Pocket Nav
Walking navigation with haptic turn signals — eyes up, phone in pocket.
"Walking with your phone in your hand is the wrong way to walk. Pocket Nav doesn't ask you to."
Why it exists.
Walking navigation has a posture problem. You hold your phone, you look down, and you move slower and less safely than you would otherwise. The fix isn't a smaller phone. It's leaving the phone in your pocket.
Pocket Nav guides walking routes through haptic vibration patterns. Right turn is one pulse, left is two, an upcoming turn pre-alert is three pulses, a U-turn is a unique triple-strong, off-route is a long pulse. Disconnect, GPS loss, rerouting, and cancel each have their own dedicated patterns. The phone stays in your pocket; you walk with your head up.
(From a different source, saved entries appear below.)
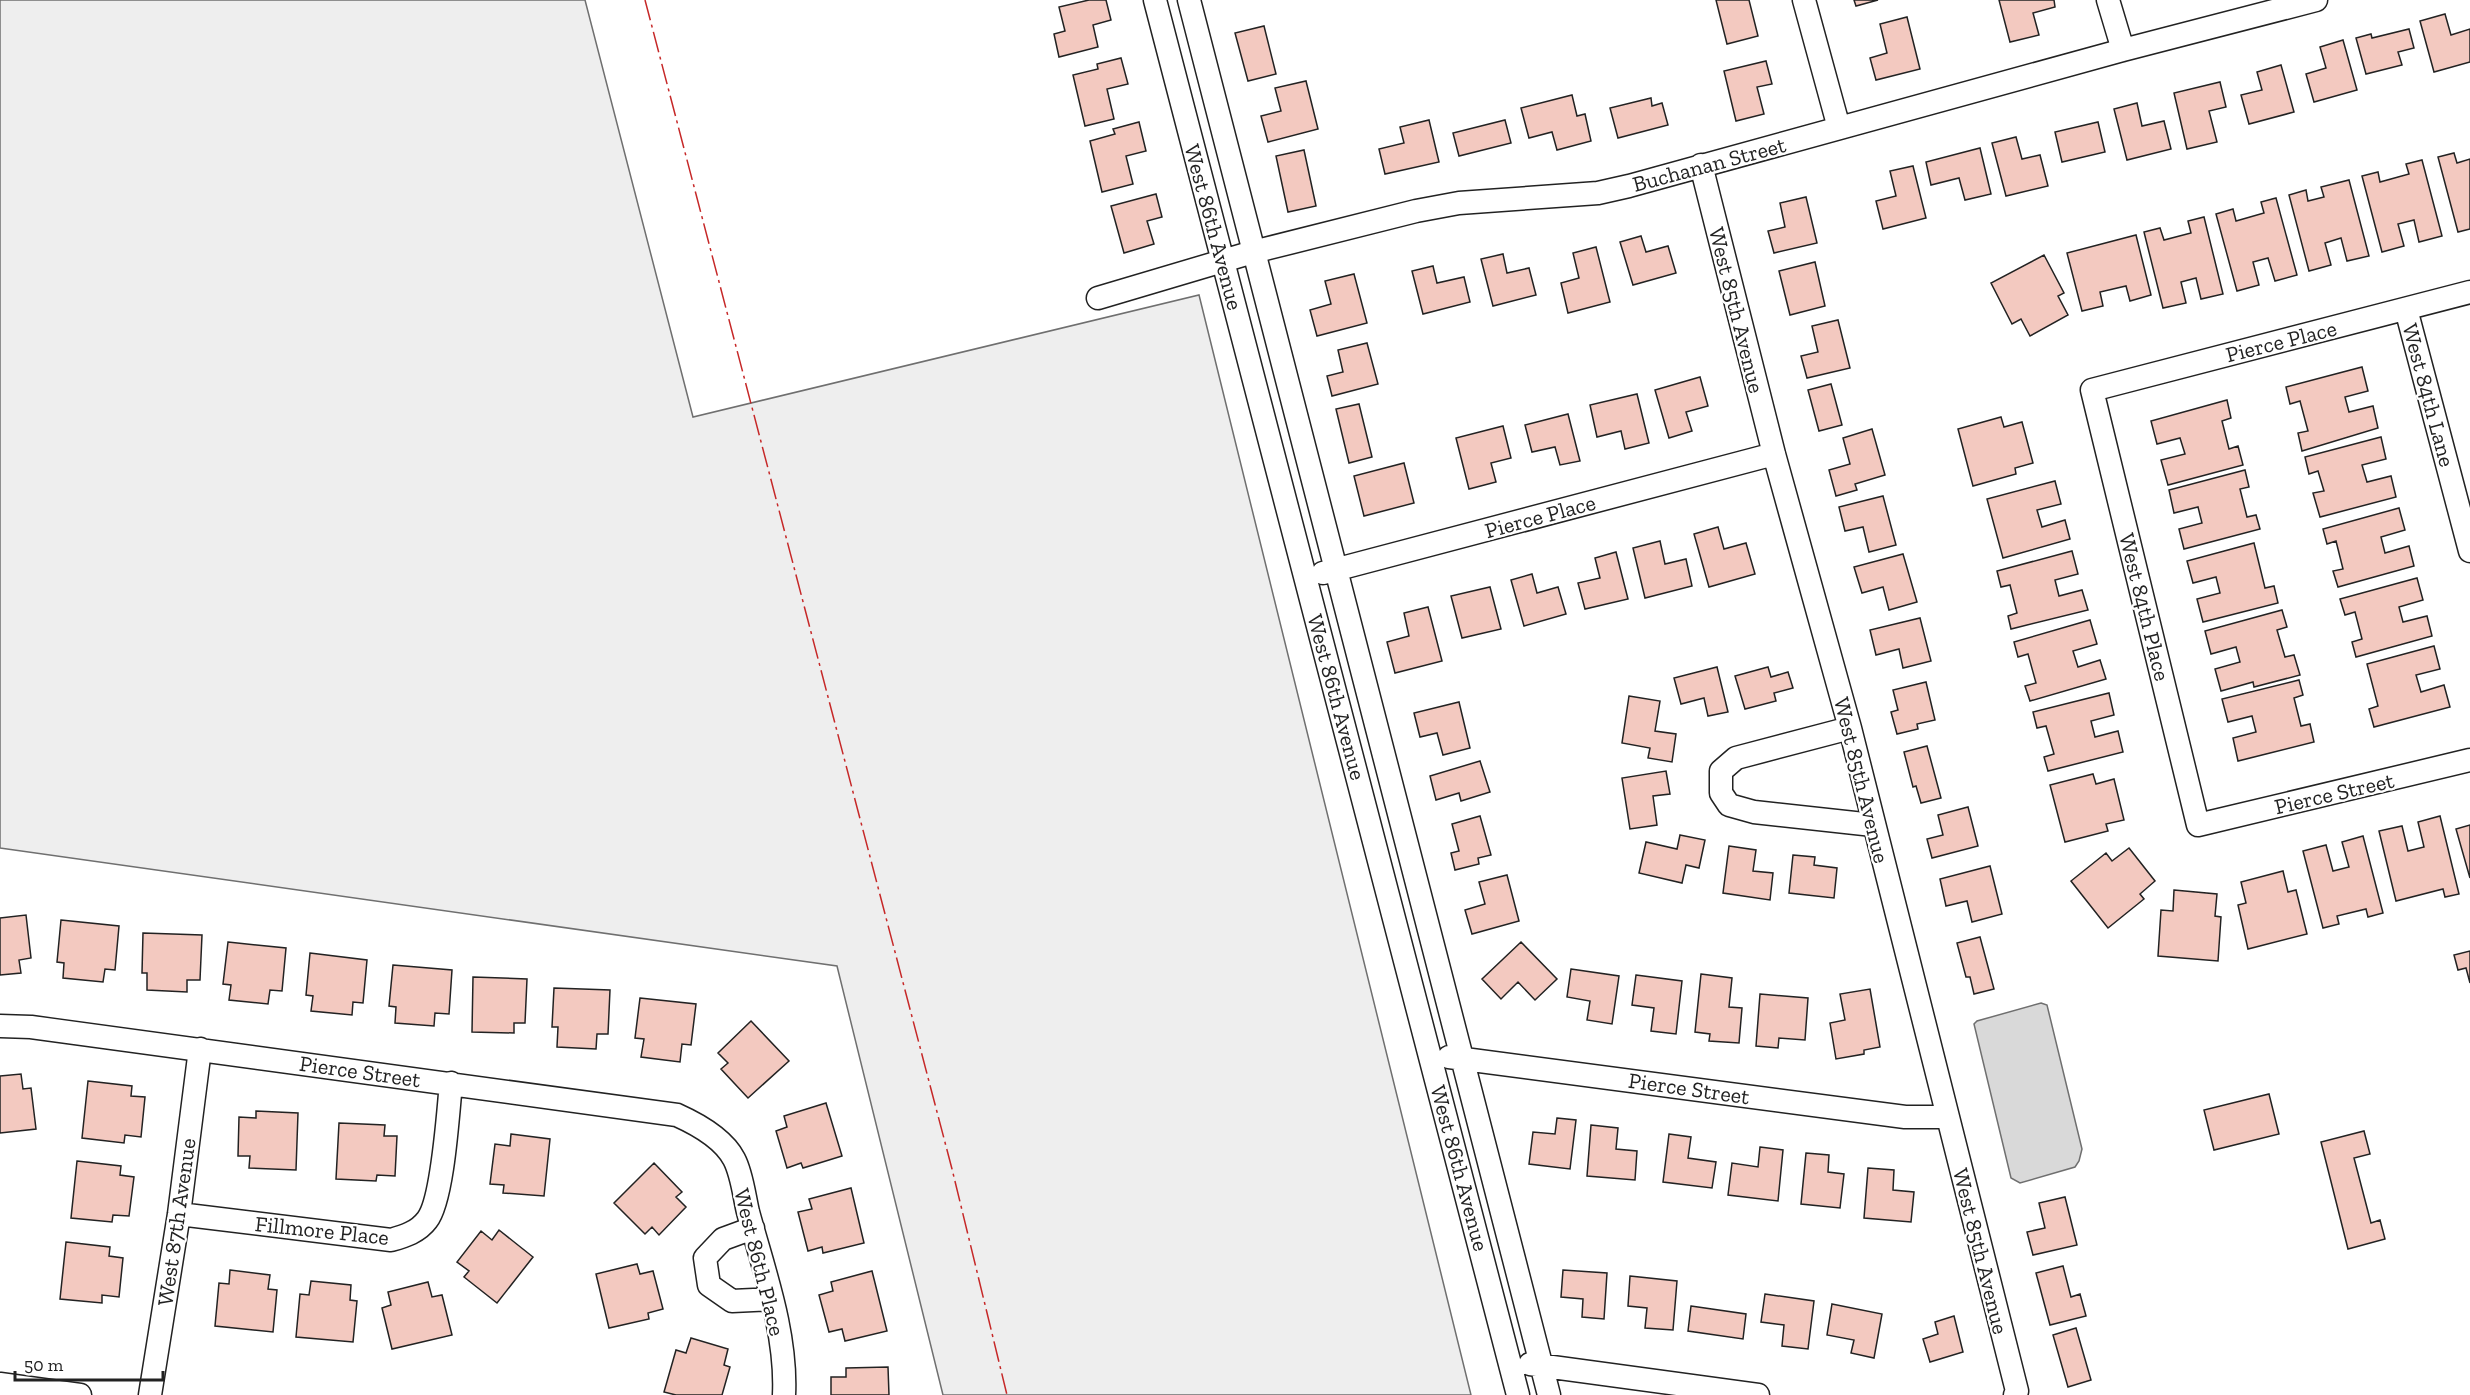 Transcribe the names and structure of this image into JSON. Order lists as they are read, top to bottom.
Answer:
{
  "streets": {
    "street": [
      "Buchanan Street",
      "West 86th Avenue",
      "West 85th Avenue",
      "Pierce Place",
      "West 84th Lane",
      "West 84th Place",
      "Pierce Street",
      "West 87th Avenue",
      "Fillmore Place",
      "West 86th Place"
    ]
  },
  "crossings": [
    ["Buchanan Street", "West 86th Avenue"],
    ["Buchanan Street", "West 85th Avenue"],
    ["West 86th Avenue", "Pierce Place"],
    ["West 86th Avenue", "Pierce Street"],
    ["West 85th Avenue", "Pierce Place"],
    ["West 85th Avenue", "Pierce Street"],
    ["Pierce Place", "West 84th Lane"],
    ["Pierce Place", "West 84th Place"],
    ["West 84th Place", "Pierce Street"],
    ["Pierce Street", "West 87th Avenue"],
    ["Pierce Street", "Fillmore Place"],
    ["Pierce Street", "West 86th Place"],
    ["West 87th Avenue", "Fillmore Place"]
  ],
  "scale_bar": "50 m"
}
Built as a deployable web app — no app store, no install required (though it's a PWA so you can pin it to your home screen if you want). Live destination suggestions while you type, ranked nearest-first based on your current location. Audio tones available as backup cues. iOS has lock-screen restrictions on background haptics, so the app uses a best-effort wake lock plus fallback audio for those cases.
The surface.
Right turn
Single pulse.
Left turn
Double pulse.
Upcoming turn pre-alert
Triple pulse, fired before the turn so you can prepare.
U-turn
Unique triple-strong pulse, distinct from any other signal.
Off-route
Long pulse, easy to recognise mid-stride.
Disconnect / GPS loss / rerouting / cancel
Each has its own dedicated pattern so system events are never confused with turns.
Live destination suggestions
Typeahead while you type, ranked nearest-first based on current location.
Audio tones as backup
For situations where vibration isn't reliable — pocket dampening, sleeves, devices without strong haptics.
Under the hood.
Worth knowing.
- iOS restricts background haptics on web apps; the app uses a best-effort wake lock plus fallback audio in those cases.
- Free to deploy. No app store gate, no review process.